Asentí, sin pensarlo mucho.
—Sí, me vendría bien.
Y aunque intenté mantener mi mente en ese pequeño plan, mis ojos se desviaron sin querer hacia la esquina del pasillo… donde estaba Daniel. Reía de algo que decía Joseph, como si nada hubiera pasado. Como si yo no existiera.
Tragué saliva y desvié la mirada rápido.
Me repetí en silencio: no voy a pensar en él, no voy a pensar en él… Marco me necesita más.
Leonardo, que estaba detrás con una sonrisa incómoda, se rascó la nuca.
—Bueno, si necesitas que alguien te saque una sonrisa… siempre me puedes llamar. Soy un experto en chistes malos.
Sofía rodó los ojos y lo empujó suavemente. Yo no pude evitar sonreír, aunque fuera un poquito. Por un instante me sentí agradecida de tenerlos allí, como un refugio improvisado.
Caminamos juntos un rato, hablando de tonterías, de series, de música. Todo era tan normal que dolía, porque dentro de mí nada estaba normal.
Cuando Leonardo se adelantó para comprar algo en la cafetería, Sofía se quedó conmigo en un rincón del patio. Me tomó de la mano y me miró seria, como pocas veces lo hacía.
—Eli, ¿estás bien? —preguntó sin rodeos.
Abrí la boca, pero la cerré enseguida. ¿Cómo explicar lo que no entendía ni yo? Aun así, las palabras salieron, rotas pero reales.
—No sé qué hacer, Sofi… siento que me estoy rompiendo por dentro. Y aunque intento distraerme, siempre vuelvo a lo mismo. A ellos. A todo.
Sofía apretó más mi mano, como si quisiera pegarme a la realidad.
—Pues déjate cuidar un rato. No siempre tienes que cargar sola, ¿ok?
Sentí que mis ojos se llenaban de lágrimas, pero esta vez no eran pesadas. Eran suaves, como un desahogo que necesitaba desde hacía tiempo.
—Gracias —dije apenas en un hilo de voz.
Ella sonrió, y por primera vez en días, me sentí un poquito más ligera.
Cuando empecé a sentirme de nuevo como yo misma, comprendí que solo me quedaba una cosa por hacer: dejar atrás esos pensamientos que me encadenaban a Daniel. La única manera de liberarme sería mirarlo a los ojos sin temblar. Si podía hacerlo, entonces sería libre.

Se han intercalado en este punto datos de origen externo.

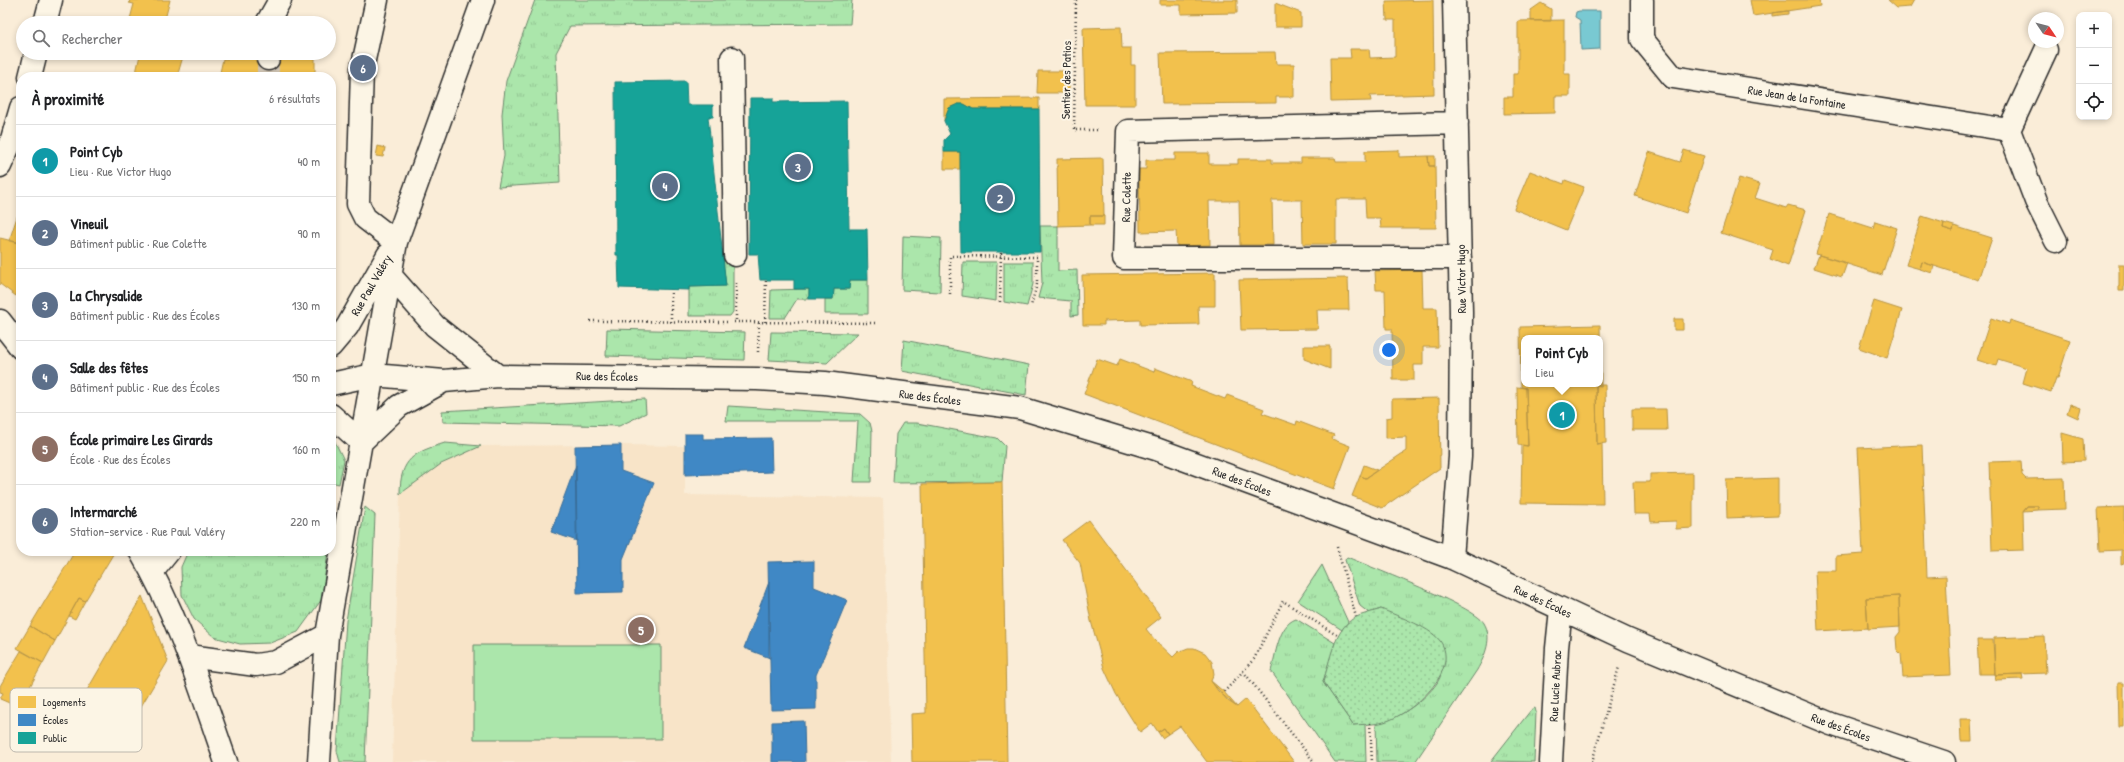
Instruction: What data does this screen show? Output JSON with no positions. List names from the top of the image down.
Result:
{
  "streets": {
    "street": [
      "Rue Jean de la Fontaine",
      "Rue Colette",
      "Rue Victor Hugo",
      "Rue Paul Valéry",
      "Rue des Écoles",
      "Rue Lucie Aubrac"
    ],
    "path": ["Sentier des Patios"]
  },
  "crossings": [
    ["Sentier des Patios", "Rue Colette"],
    ["Rue Colette", "Rue Victor Hugo"],
    ["Rue Victor Hugo", "Rue des Écoles"],
    ["Rue des Écoles", "Rue Lucie Aubrac"]
  ],
  "legend": ["Logements", "Écoles", "Public"],
  "north": "bottom right",
  "page": {
    "map_buttons": ["+", "−"],
    "search": "Rechercher",
    "pins": [
      "6",
      "3",
      "4",
      "2",
      "1",
      "5"
    ],
    "heading": ["À proximité", "6 résultats"],
    "list": [
      {
        "mark": "1",
        "name": "Point Cyb",
        "note": "Lieu · Rue Victor Hugo",
        "value": "40 m"
      },
      {
        "mark": "2",
        "name": "Vineuil",
        "note": "Bâtiment public · Rue Colette",
        "value": "90 m"
      },
      {
        "mark": "3",
        "name": "La Chrysalide",
        "note": "Bâtiment public · Rue des Écoles",
        "value": "130 m"
      },
      {
        "mark": "4",
        "name": "Salle des fêtes",
        "note": "Bâtiment public · Rue des Écoles",
        "value": "150 m"
      },
      {
        "mark": "5",
        "name": "École primaire Les Girards",
        "note": "École · Rue des Écoles",
        "value": "160 m"
      },
      {
        "mark": "6",
        "name": "Intermarché",
        "note": "Station-service · Rue Paul Valéry",
        "value": "220 m"
      }
    ],
    "popup": ["Point Cyb", "Lieu"]
  }
}
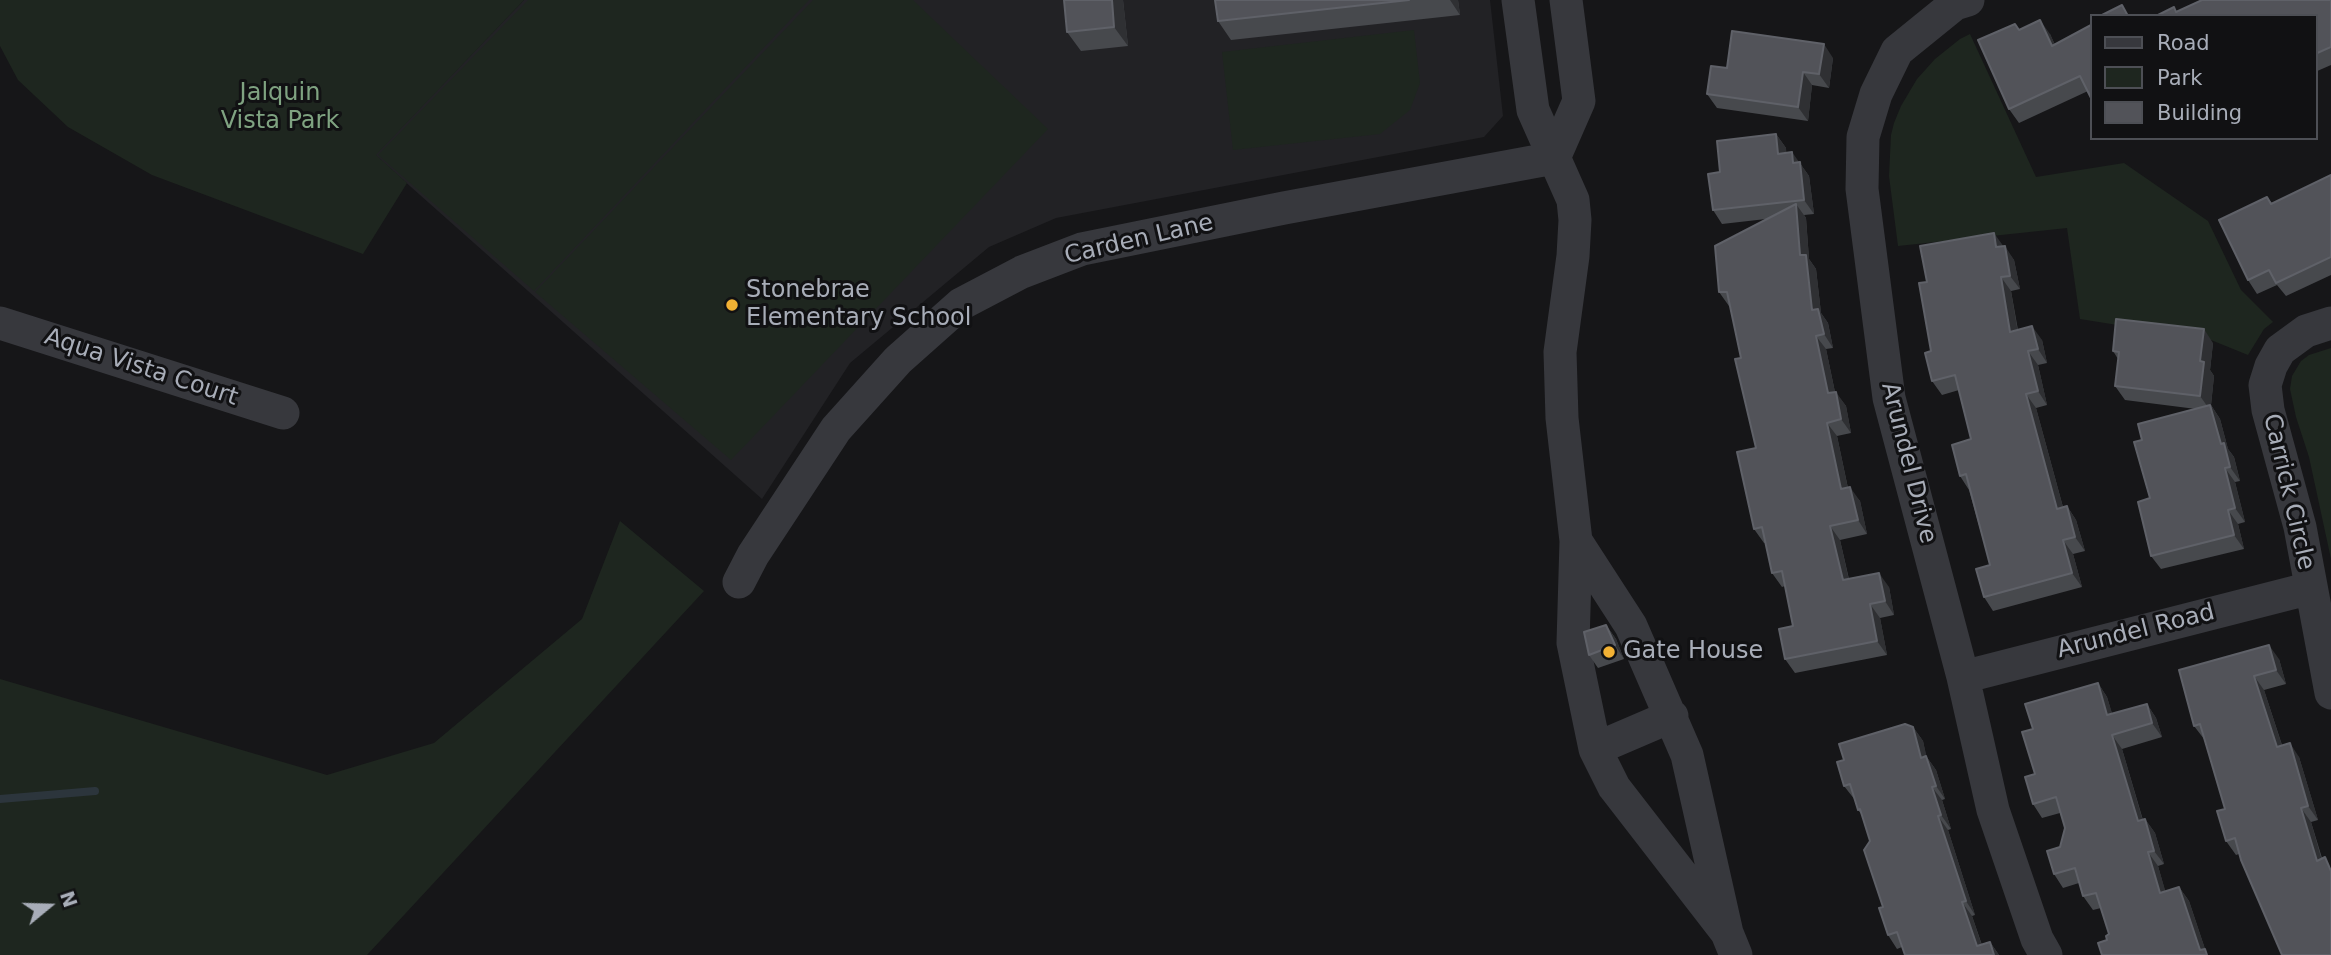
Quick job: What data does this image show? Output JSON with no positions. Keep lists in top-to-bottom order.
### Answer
{
  "streets": {
    "street": [
      "Carden Lane",
      "Aqua Vista Court",
      "Arundel Drive",
      "Carrick Circle",
      "Arundel Road"
    ]
  },
  "crossings": [
    ["Arundel Drive", "Arundel Road"],
    ["Carrick Circle", "Arundel Road"]
  ],
  "parks": ["Jalquin Vista Park"],
  "places": ["Stonebrae Elementary School", "Gate House"],
  "legend": ["Road", "Park", "Building"],
  "north": "right"
}
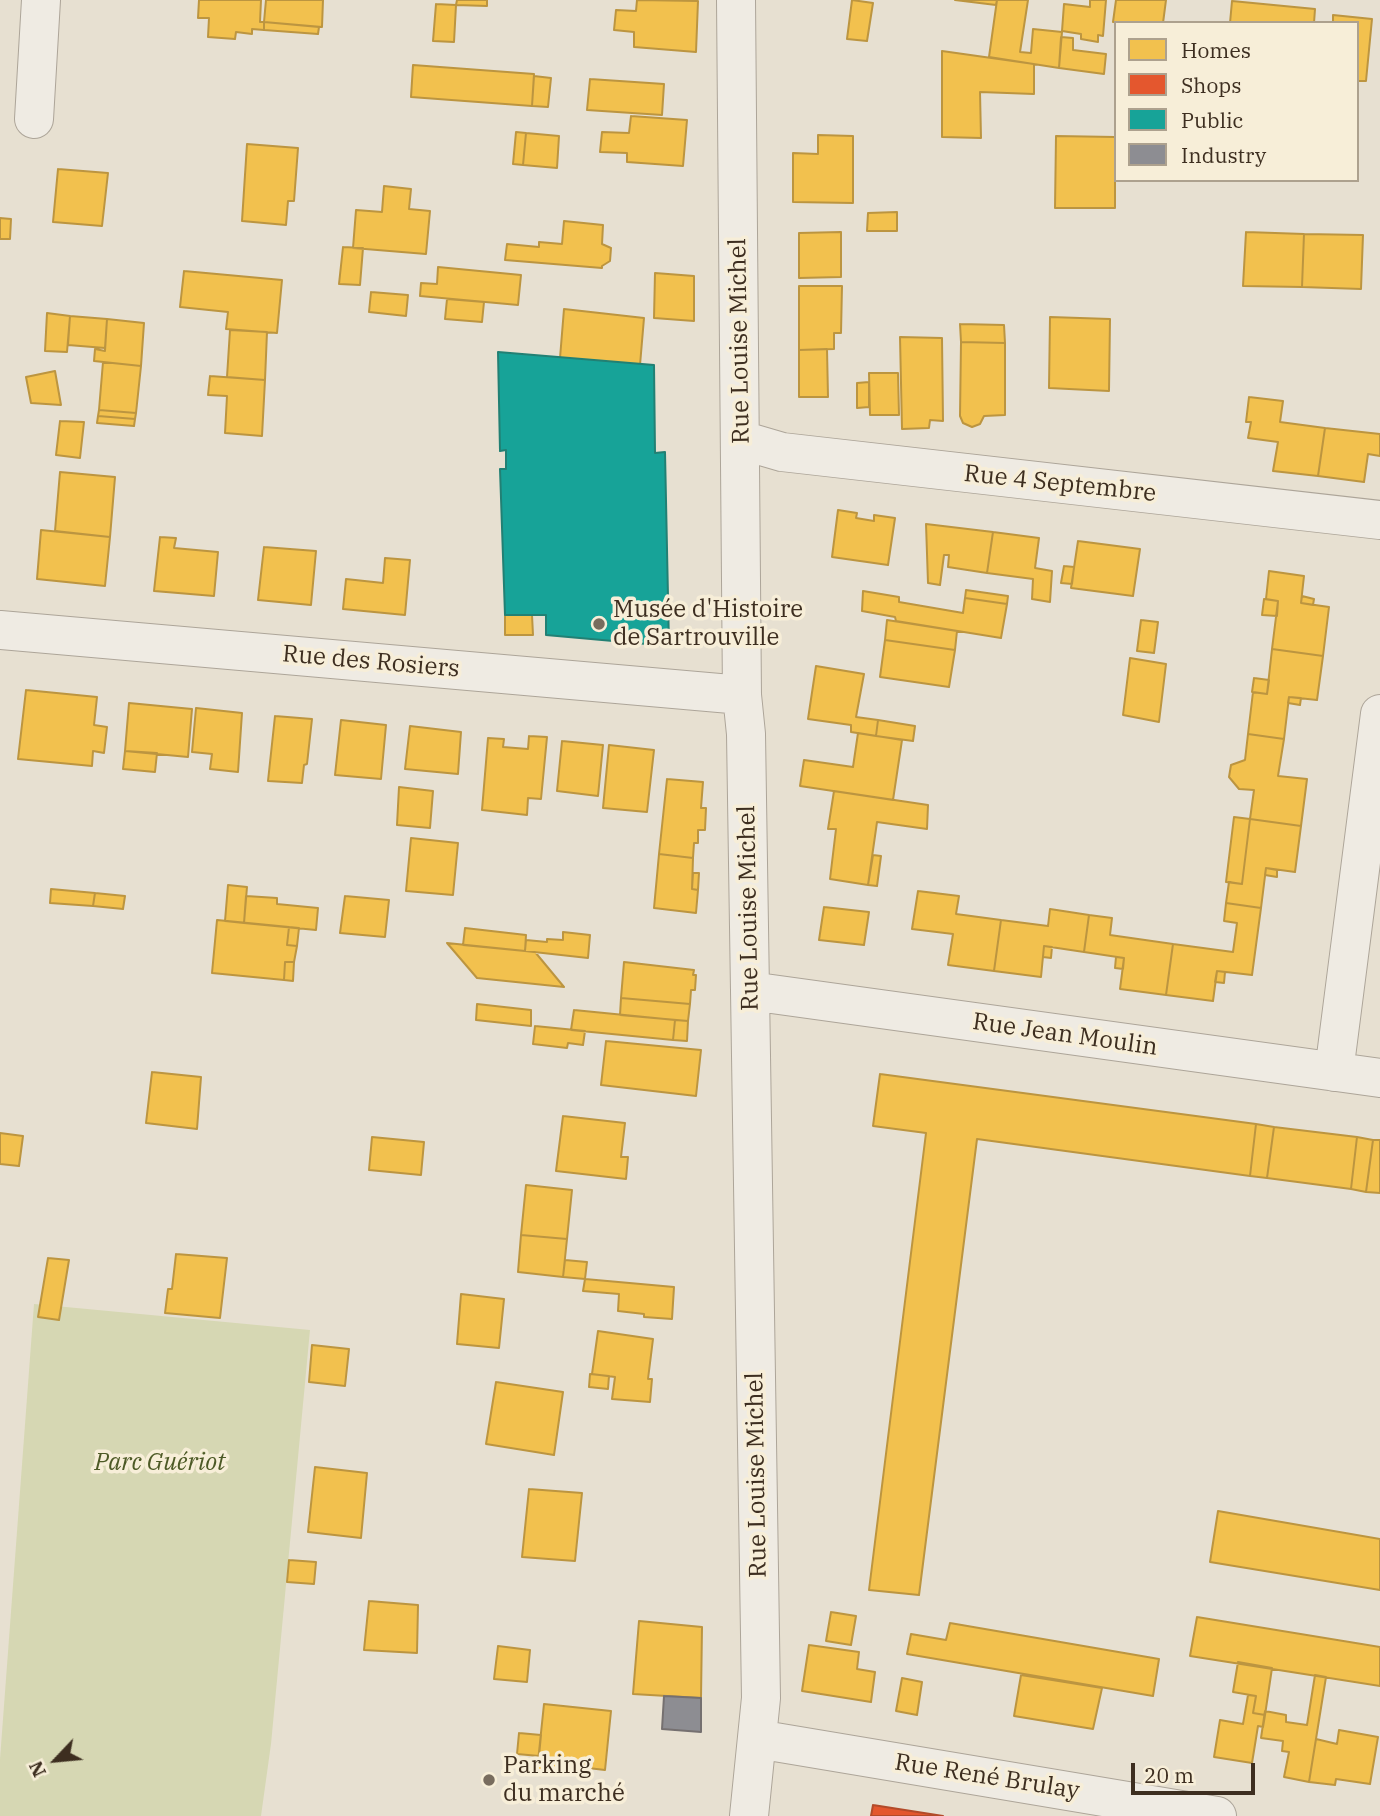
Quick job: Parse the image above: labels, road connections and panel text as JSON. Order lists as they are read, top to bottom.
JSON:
{
  "streets": {
    "street": [
      "Rue Louise Michel",
      "Rue 4 Septembre",
      "Rue des Rosiers",
      "Rue Jean Moulin",
      "Rue René Brulay"
    ]
  },
  "crossings": [
    ["Rue Louise Michel", "Rue 4 Septembre"],
    ["Rue Louise Michel", "Rue des Rosiers"],
    ["Rue Louise Michel", "Rue Jean Moulin"],
    ["Rue Louise Michel", "Rue René Brulay"]
  ],
  "parks": ["Parc Guériot"],
  "places": ["Musée d'Histoire de Sartrouville", "Parking du marché"],
  "legend": [
    "Homes",
    "Shops",
    "Public",
    "Industry"
  ],
  "scale_bar": "20 m",
  "north": "bottom left"
}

Con esa decisión acompañé a Leonardo hasta su casa, convencida de que aquel sería el momento para poner a prueba mi propia fuerza. Justo cuando me preparaba para dar ese paso, alguien me sujetó del brazo con suavidad, deteniendo mis pasos.
Giré lentamente, y ahí estaban: esos ojos cafés, tiernos, que parecían dos lunas partidas entre claridad y ruina. Ojos que alguna vez me habían desarmado sin esfuerzo.
Pero esta vez no dejé que me arrastraran. Lo miré con frialdad, clavando la vista en él como quien atraviesa una muralla invisible.
—Hola —dije con voz seca, apenas un saludo por cortesía.
Por dentro, mi corazón se agitaba como si quisiera escapar, pero mi rostro no mostró nada
Leonardo se despidió con un gesto rápido y entró a su casa. Yo respiré hondo, convencida de que por fin tendría un respiro. Pero, apenas avancé unos pasos, sentí que alguien me seguía. El eco de esos pasos se me clavaba en la espalda.
“Que no sea Daniel, que no sea Daniel”, repetía en mi mente, como si desearlo pudiera cambiar algo. Pero claro, mi suerte nunca ha sido tan buena.
—¿Cómo vas? —preguntó él, con esa voz que parecía querer sonar casual, pero que me atravesaba igual.
No lo miré demasiado, solo contesté lo justo:
—Bien.
Guardó silencio unos segundos, lo suficiente para incomodarme, y luego insistió:
—¿Te pasa algo?
Negué con la cabeza rápidamente, con una sonrisa falsa que se me deshacía en los labios.
—No, nada.
La verdad ardía en mi garganta, pero no la solté. No iba a decirle que todo lo que me pasaba era mas probable por su culpa
Cuando por fin me decidí a detenerme, respiré hondo y lo miré con seriedad. Sentía que las palabras se me atoraban, pero si no las decía en ese instante, me iba a quedar atrapada en el mismo círculo de siempre.
—Daniel… necesito que me dejes unos días para pensar. —Lo dije despacio, como si al pronunciarlo estuviera cortando algo dentro de mí. No quería que sonara cruel, pero tampoco podía seguir fingiendo que todo estaba bien. —No quiero tener más problemas… ni contigo, ni con nadie.
Él me miró fijamente, como si esperara algo distinto, otra respuesta, una excusa para quedarse. Pero al final, solo asintió.
—Está bien… si eso es lo que quieres.
Lo peor fue que no intentó convencerme, no dijo nada más. Solo se dio la vuelta y se fue, sin mirar atrás. Tal vez pensaba lo mismo que yo, que lo mejor era poner distancia.